Senkung um 40 Prozent
Recherchen von tick-talk.ch in Händler-Kreisen zeigen, dass «Habanos» der schweizerischen Intertabak eine Reduktion in der Grössenordnung von 40 Prozent angezeigt hat. Der Entscheid sei unumstösslich und höchstens durch eine Änderung der Eigentümer-Struktur beim Importeur «Intertabak» abzuwenden. Ähnliche Einschnitte werden für die Märkte Deutschland, Österreich und Polen erwartet, in denen ebenfalls Heinrich Villiger mit seiner Gesellschaft «Fifth Avenue» (wie «Intertabak» in der Schweiz ein Joint Venture mit «Habanos») Exklusivimporteur ist. Und in Grossbritannien, wo sich «Habanos» die Distribution mit «Hunters & Frankau» teilt, einem Tabakhändler mit über 230-jähriger Tradition.
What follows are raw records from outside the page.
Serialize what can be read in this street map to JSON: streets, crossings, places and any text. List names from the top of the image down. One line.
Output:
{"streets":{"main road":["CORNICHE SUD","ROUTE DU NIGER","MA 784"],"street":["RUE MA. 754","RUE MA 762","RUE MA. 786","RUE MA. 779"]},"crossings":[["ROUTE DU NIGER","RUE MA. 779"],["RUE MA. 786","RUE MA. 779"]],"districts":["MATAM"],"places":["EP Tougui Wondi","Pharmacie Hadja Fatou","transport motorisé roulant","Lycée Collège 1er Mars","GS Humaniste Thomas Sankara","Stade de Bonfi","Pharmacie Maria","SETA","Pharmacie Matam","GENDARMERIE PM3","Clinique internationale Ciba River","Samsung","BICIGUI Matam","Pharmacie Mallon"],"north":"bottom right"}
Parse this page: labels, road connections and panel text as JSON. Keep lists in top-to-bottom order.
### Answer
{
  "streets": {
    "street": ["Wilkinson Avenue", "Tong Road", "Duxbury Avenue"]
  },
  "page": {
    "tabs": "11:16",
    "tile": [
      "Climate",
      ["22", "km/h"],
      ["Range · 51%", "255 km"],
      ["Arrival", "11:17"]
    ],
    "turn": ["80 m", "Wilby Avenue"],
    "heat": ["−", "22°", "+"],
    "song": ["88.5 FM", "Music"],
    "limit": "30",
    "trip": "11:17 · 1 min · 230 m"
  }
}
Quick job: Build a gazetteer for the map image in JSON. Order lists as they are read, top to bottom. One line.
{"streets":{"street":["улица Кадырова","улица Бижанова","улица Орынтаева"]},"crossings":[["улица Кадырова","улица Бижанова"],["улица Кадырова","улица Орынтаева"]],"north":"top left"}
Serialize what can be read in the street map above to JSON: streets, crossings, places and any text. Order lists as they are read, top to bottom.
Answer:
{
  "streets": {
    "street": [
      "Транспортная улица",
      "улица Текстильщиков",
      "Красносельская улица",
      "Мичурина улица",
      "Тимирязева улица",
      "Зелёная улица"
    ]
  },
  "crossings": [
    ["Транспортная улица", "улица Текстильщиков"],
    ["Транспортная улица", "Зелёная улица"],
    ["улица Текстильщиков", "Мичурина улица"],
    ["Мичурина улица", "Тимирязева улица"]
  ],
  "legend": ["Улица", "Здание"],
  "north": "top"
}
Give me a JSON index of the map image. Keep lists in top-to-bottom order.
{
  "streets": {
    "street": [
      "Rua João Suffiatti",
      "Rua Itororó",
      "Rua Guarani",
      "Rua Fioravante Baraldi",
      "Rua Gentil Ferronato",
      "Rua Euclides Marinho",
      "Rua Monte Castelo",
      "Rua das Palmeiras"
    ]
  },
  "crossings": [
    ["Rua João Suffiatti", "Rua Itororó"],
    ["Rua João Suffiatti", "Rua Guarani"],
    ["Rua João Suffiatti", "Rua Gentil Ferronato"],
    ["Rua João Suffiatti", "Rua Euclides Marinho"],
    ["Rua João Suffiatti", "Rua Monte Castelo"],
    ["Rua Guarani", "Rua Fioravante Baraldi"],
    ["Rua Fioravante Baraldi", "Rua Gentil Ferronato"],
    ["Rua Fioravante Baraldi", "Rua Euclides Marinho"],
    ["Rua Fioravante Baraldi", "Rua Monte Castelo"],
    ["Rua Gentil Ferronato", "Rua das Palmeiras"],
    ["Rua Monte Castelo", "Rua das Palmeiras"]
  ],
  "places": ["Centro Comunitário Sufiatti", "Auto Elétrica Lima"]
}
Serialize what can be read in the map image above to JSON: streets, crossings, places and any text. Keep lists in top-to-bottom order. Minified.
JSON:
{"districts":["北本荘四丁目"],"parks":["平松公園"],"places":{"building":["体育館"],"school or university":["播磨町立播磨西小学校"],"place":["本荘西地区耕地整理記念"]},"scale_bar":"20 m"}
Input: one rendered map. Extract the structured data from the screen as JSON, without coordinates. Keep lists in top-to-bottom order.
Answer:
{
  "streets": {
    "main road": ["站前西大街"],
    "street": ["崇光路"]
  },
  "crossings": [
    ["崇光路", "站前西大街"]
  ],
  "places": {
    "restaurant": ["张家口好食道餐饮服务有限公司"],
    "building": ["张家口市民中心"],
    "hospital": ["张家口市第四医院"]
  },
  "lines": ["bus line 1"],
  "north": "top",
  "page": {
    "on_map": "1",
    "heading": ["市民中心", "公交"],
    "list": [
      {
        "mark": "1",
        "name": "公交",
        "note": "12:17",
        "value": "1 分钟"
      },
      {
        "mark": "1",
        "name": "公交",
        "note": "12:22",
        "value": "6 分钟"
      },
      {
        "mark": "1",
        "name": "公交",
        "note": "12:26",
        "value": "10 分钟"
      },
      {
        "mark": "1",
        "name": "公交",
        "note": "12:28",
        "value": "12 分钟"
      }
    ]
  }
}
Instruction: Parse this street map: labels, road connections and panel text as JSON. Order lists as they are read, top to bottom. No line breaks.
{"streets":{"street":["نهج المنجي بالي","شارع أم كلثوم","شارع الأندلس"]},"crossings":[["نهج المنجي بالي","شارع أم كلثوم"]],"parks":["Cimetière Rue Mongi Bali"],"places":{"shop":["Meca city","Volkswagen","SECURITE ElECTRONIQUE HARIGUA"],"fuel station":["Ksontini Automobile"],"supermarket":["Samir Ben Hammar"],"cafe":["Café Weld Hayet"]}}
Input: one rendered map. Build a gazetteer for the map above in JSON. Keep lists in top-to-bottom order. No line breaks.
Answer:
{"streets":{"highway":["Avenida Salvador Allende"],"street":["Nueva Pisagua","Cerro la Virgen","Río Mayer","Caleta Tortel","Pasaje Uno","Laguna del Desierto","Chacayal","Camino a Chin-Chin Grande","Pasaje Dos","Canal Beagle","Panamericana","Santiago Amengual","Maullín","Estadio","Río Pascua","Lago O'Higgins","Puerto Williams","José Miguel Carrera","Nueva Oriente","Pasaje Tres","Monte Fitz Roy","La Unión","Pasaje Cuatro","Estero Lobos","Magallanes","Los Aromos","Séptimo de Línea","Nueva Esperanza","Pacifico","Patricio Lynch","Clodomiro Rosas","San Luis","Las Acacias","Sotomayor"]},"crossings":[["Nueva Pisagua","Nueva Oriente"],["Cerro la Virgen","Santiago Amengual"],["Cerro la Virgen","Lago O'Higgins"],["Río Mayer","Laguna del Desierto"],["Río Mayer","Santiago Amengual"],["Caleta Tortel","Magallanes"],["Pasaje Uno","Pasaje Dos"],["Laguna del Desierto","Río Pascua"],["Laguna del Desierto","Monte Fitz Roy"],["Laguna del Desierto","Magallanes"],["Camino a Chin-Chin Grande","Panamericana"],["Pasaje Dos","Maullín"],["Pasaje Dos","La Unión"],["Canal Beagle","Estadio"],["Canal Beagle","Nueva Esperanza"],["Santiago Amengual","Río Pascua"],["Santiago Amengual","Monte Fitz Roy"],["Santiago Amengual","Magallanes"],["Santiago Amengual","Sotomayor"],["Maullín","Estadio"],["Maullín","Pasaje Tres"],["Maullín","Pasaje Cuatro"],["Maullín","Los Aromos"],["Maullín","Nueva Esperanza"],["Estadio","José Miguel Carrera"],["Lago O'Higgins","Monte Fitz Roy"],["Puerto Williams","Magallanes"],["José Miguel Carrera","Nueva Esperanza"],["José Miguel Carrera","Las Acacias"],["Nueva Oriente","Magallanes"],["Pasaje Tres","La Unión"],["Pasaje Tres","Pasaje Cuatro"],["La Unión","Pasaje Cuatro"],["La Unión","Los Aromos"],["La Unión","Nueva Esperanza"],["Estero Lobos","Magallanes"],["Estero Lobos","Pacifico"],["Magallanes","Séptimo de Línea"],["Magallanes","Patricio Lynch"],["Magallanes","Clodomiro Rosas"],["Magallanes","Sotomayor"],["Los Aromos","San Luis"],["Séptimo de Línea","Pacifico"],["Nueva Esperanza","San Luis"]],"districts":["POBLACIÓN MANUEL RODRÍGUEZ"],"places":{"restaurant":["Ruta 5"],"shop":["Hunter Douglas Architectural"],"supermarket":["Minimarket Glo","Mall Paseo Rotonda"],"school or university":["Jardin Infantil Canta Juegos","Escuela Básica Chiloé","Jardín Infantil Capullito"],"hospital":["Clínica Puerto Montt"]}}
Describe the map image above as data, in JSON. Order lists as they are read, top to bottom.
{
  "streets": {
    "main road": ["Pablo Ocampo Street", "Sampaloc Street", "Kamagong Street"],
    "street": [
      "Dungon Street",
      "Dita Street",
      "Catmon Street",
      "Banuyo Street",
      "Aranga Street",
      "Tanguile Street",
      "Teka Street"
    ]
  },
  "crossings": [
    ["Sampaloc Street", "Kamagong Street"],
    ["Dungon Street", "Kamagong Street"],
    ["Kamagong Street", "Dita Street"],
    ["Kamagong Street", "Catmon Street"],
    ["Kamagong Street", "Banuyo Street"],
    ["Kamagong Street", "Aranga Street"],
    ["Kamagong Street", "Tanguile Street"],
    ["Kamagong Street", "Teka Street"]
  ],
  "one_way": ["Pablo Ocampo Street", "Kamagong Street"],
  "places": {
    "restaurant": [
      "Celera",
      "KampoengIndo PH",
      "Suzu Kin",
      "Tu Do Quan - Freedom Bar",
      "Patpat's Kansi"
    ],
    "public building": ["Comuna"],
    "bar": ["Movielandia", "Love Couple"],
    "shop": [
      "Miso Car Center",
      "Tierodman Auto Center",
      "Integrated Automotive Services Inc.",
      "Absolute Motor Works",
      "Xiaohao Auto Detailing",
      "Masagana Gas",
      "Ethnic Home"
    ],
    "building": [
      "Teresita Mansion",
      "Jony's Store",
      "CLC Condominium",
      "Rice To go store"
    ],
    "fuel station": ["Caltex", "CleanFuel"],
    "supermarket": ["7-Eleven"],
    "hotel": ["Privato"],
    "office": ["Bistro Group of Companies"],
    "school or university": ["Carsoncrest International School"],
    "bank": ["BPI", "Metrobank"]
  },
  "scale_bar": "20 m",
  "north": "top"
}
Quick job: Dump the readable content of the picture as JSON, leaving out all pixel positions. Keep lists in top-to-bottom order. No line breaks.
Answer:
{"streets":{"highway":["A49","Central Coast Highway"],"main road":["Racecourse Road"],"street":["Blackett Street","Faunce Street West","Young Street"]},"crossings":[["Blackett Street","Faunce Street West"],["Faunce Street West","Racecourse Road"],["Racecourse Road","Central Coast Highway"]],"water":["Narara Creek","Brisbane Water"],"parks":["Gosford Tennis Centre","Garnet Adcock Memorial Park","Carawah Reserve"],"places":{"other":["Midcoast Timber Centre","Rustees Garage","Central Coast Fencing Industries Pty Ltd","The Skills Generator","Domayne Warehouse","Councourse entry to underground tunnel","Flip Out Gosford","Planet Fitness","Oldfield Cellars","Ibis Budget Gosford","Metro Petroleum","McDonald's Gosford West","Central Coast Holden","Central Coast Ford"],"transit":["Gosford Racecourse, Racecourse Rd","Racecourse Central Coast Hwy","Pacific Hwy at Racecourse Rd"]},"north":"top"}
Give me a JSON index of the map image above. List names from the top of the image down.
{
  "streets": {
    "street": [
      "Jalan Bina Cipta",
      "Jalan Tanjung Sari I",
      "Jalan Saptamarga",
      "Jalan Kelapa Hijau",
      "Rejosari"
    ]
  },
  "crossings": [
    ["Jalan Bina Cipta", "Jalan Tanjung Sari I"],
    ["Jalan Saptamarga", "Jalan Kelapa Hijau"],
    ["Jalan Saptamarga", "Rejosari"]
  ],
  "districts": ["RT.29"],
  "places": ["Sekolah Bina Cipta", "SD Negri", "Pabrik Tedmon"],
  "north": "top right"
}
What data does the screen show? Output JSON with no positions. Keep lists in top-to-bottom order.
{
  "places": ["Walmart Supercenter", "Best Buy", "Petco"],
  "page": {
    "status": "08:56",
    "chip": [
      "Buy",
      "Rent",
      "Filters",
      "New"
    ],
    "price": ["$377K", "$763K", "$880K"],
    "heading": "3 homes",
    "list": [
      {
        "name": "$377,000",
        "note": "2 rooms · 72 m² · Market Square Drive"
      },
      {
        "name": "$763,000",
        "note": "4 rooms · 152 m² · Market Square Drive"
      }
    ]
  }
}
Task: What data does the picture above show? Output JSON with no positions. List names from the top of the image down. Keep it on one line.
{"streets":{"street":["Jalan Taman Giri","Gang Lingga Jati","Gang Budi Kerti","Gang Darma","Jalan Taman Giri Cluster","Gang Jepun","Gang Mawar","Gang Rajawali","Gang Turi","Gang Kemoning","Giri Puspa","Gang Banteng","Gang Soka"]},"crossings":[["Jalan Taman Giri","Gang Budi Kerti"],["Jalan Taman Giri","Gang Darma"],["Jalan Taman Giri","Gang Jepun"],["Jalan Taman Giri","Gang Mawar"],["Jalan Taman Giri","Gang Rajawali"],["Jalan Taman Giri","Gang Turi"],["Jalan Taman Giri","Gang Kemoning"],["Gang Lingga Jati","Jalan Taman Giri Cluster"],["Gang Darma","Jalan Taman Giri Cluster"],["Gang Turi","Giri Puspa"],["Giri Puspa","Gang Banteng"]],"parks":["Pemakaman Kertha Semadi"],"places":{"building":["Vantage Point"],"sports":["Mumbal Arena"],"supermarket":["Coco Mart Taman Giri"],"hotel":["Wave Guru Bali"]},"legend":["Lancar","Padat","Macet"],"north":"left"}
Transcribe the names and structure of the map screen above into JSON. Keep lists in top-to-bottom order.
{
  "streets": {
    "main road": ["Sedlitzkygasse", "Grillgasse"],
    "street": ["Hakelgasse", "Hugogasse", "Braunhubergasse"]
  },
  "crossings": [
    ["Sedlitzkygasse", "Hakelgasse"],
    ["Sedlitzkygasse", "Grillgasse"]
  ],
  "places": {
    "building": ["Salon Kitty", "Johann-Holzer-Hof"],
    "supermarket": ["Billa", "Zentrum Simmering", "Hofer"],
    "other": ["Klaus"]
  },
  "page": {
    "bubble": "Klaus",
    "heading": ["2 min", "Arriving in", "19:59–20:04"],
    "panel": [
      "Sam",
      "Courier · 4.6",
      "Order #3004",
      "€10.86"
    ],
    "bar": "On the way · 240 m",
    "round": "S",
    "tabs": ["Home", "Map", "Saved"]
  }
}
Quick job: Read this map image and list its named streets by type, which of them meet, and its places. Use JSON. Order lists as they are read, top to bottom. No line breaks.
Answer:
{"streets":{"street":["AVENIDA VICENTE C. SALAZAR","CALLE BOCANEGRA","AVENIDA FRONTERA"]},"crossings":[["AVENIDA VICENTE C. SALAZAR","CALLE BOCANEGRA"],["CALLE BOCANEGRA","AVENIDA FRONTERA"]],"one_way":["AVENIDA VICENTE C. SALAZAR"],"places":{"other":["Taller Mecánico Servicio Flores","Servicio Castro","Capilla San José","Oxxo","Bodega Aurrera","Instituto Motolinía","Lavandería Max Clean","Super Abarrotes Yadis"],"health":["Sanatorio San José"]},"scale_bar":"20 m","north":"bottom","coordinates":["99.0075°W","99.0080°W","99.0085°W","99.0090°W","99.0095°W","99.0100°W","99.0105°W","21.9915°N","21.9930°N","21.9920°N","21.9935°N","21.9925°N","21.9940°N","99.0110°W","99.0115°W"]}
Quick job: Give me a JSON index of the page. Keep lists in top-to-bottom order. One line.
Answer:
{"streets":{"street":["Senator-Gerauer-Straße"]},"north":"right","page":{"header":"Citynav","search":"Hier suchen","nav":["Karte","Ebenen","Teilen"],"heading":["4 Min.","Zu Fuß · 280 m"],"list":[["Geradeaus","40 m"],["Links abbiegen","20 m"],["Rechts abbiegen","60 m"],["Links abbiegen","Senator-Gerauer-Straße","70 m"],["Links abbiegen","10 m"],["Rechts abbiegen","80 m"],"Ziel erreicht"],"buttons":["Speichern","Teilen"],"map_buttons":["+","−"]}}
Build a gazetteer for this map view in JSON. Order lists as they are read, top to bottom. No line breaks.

Handschrift der neuen Miteigentümer
Von der Verknappung nicht betroffen sind Spanien und Frankreich, wo «Habanos» schon heute die ganze Wertschöpfung bis vor den Point-of-Sale abschöpft. An der neuen Politik zeigt sich die Handschrift der neuen Miteigentümer von «Habanos»: Im Jahr 2020 kaufte die Hong Konger Investmentgesellschaft «Allied Cigar Corporation» den 50-Prozent-Anteil an «Habanos» vom britischen Tabak-Multi «Imperial Tobacco» im Rahmen einer 1,44 Milliarden US-Dollar umfassenden Transaktion, wie seinerzeit die Fachzeitschrift Cigar Journal berichtete. Als wirtschaftliche Eigentümer der «Allied Cigar Corporation» wird ein Konglomerat chinesischer Investoren vermutet, geleitet durch den in China geborenen Glücksspiel-Unternehmer Chen Zhi (Suncity Group Holdings), der seit 2014 auch die kambodschanische Staatsbürgerschaft besitzt. Vor dieser Übernahme waren die Business-Entscheidungen von «Habanos» stark lateinamerikanisch geprägt, sprich mit grosser Wertschätzung vor gewachsenen persönlichen Beziehungen.
Leere Humidore in Sicht
Unternehmer wie Heinrich Villiger, Louis-Charles Lévy und Samuel Menzi («Casa del Habano» in Zürich) halfen den Kubanern über Jahrzehnte beim Aufbau der Kommerzialisierung ihrer Zigarren in der Schweiz. Menzi und Villiger erhielten dafür von Fidel Castro persönlich die Auszeichnung «Hombre del Habano» verliehen. Dies zu Zeiten, als die Kubaner in Sachen Marketing und Distribution noch Waisenknaben waren. Doch anders als eine gute Havanna-Zigarre, die mit dem Alter immer besser wird, hat Dankbarkeit ein Ablaufdatum. Darunter leiden zuvorderst die Zigarren-Liebhaberinnen und -Liebhaber zwischen Genf und Lugano. Die Humidore der Händler werden sich leeren. Und die Preise werden abermals steigen. «Intertabak» wollte auf Anfrage von tick-talk.ch die Verknappung weder bestätigen noch kommentieren.